Stored data
..............................

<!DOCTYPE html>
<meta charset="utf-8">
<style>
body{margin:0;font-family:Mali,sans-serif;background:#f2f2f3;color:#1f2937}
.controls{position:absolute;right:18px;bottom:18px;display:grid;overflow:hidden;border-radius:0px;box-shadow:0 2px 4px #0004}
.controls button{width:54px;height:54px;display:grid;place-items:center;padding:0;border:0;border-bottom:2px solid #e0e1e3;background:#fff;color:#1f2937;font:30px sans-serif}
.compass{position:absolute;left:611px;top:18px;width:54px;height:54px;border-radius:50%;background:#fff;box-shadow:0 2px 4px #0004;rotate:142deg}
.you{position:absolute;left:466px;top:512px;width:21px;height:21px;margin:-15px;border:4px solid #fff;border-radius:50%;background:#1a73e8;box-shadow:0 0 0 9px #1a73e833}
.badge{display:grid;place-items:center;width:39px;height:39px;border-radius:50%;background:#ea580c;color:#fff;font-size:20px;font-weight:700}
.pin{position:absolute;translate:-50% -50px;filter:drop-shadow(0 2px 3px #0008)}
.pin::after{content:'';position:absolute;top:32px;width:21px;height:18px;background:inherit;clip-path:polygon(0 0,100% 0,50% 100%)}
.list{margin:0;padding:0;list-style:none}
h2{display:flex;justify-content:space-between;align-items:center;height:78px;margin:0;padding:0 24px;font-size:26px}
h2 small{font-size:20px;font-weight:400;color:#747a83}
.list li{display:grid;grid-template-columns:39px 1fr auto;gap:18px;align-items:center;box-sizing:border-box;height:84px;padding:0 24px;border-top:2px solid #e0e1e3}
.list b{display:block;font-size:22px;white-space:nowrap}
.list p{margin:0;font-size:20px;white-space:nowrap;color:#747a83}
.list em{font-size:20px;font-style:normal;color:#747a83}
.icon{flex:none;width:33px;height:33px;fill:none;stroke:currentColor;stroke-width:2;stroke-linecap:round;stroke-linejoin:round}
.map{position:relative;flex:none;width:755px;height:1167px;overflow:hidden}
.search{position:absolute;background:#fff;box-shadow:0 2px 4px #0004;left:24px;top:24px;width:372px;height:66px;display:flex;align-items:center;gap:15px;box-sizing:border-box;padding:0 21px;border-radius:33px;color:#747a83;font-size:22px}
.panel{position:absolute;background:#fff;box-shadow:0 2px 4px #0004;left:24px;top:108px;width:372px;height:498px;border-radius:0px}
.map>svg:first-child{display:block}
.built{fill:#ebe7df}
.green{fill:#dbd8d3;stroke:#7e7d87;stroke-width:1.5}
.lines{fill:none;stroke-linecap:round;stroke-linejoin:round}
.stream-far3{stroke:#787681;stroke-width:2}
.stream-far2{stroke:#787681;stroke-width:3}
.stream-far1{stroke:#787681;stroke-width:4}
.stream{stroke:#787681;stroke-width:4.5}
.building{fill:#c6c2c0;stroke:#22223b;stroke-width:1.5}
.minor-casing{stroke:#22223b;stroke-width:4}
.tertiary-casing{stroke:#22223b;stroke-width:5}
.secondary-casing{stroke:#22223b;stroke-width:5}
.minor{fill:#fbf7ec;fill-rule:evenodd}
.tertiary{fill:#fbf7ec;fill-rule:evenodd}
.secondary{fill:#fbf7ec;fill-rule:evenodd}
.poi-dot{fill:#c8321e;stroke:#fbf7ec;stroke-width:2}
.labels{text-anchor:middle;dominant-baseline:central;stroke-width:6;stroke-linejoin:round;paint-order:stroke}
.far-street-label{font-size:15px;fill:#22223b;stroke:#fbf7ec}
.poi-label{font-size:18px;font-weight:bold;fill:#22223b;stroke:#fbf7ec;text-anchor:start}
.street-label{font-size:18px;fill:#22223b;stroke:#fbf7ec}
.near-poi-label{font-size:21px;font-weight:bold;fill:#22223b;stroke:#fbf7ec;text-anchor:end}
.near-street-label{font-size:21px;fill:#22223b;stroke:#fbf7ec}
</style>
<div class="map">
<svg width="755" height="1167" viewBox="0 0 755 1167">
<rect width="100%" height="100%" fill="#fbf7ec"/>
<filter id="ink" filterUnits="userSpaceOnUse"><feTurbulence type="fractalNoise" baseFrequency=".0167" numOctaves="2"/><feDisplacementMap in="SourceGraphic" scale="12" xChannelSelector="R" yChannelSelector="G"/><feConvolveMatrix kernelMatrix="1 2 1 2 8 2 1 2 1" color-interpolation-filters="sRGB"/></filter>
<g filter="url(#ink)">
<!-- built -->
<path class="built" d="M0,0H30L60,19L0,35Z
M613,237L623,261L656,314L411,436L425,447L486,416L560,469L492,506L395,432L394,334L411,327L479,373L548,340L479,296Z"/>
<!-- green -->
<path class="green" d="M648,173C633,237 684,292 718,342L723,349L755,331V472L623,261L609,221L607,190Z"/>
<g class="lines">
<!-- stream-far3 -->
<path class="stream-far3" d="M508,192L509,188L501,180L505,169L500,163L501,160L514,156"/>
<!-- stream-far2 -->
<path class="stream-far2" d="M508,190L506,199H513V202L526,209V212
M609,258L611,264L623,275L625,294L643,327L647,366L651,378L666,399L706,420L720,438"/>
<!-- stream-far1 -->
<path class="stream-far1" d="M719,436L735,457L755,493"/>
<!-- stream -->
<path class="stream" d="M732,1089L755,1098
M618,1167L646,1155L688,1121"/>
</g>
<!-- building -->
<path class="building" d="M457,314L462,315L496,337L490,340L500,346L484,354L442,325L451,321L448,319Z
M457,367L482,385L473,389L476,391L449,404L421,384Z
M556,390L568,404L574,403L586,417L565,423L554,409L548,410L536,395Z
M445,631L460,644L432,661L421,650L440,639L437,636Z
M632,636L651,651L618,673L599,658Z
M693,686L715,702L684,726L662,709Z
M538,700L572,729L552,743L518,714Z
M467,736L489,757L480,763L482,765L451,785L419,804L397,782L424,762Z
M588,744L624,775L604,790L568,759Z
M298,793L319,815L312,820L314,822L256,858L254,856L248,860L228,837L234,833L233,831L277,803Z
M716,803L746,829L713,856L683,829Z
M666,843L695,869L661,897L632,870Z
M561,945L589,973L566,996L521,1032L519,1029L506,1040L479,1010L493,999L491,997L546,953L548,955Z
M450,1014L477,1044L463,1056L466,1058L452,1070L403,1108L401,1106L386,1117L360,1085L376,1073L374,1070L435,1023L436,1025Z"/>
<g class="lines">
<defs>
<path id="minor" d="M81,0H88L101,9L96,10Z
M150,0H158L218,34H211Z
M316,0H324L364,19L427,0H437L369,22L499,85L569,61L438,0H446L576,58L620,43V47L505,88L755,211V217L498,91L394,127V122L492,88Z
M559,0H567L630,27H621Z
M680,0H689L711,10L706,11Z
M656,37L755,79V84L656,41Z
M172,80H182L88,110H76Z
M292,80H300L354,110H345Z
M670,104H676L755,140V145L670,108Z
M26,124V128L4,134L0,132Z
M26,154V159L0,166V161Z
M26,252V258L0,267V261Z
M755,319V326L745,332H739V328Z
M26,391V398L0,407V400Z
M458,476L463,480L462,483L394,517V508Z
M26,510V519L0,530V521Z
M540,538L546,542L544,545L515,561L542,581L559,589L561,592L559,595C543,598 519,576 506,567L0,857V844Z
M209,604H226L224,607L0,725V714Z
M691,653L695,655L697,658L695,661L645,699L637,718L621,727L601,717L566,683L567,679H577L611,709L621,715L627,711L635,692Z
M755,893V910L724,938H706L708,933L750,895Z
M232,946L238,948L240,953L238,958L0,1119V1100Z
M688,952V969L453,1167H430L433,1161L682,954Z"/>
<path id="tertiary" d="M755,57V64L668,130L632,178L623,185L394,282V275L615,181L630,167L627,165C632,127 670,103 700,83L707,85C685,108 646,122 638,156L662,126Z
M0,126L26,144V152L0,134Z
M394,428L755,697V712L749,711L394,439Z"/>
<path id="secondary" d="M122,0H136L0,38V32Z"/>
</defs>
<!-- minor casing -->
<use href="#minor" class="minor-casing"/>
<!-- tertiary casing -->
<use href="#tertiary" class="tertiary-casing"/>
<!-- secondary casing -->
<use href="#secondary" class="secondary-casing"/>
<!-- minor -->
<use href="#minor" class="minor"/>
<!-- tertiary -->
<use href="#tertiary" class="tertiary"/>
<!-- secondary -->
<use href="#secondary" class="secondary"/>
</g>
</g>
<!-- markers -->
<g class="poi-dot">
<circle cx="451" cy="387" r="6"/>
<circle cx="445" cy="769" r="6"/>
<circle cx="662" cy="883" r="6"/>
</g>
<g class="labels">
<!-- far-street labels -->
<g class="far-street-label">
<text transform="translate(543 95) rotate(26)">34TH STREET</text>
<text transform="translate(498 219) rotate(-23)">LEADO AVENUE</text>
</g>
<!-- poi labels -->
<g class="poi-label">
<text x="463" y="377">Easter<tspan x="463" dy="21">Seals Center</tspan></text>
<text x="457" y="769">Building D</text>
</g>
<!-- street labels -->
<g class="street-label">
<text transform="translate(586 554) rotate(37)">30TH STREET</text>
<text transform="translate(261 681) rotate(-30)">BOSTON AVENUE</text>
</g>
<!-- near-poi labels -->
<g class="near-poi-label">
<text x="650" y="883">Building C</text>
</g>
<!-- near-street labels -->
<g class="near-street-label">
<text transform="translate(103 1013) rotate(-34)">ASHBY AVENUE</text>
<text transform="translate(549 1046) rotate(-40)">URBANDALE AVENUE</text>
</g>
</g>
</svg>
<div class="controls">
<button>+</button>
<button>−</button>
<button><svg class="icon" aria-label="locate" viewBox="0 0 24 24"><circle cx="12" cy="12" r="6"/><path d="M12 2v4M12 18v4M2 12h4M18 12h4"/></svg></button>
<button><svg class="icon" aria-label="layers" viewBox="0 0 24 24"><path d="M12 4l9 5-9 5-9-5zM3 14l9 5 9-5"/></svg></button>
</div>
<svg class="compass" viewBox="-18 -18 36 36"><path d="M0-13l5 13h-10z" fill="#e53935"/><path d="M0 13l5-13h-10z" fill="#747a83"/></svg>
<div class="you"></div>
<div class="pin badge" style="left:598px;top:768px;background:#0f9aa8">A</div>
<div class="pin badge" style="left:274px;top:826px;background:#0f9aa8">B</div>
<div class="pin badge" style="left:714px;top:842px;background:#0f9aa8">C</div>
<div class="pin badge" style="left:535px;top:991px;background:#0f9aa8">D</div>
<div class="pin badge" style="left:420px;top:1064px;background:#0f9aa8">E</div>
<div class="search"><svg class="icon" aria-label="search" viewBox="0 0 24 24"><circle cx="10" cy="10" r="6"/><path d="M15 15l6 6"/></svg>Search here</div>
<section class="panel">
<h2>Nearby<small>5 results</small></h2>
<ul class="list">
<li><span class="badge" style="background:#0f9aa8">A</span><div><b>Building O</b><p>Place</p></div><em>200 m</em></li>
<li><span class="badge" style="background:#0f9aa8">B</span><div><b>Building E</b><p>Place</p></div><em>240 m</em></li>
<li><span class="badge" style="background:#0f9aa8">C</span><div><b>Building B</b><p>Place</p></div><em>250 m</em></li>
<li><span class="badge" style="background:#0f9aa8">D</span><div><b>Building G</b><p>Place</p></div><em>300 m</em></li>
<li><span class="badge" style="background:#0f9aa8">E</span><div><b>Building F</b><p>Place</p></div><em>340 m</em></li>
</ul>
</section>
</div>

..............................

• _Aim of the task_
Tell how many lines above include the word "evenodd". Give the number alone.

• _The answer_
3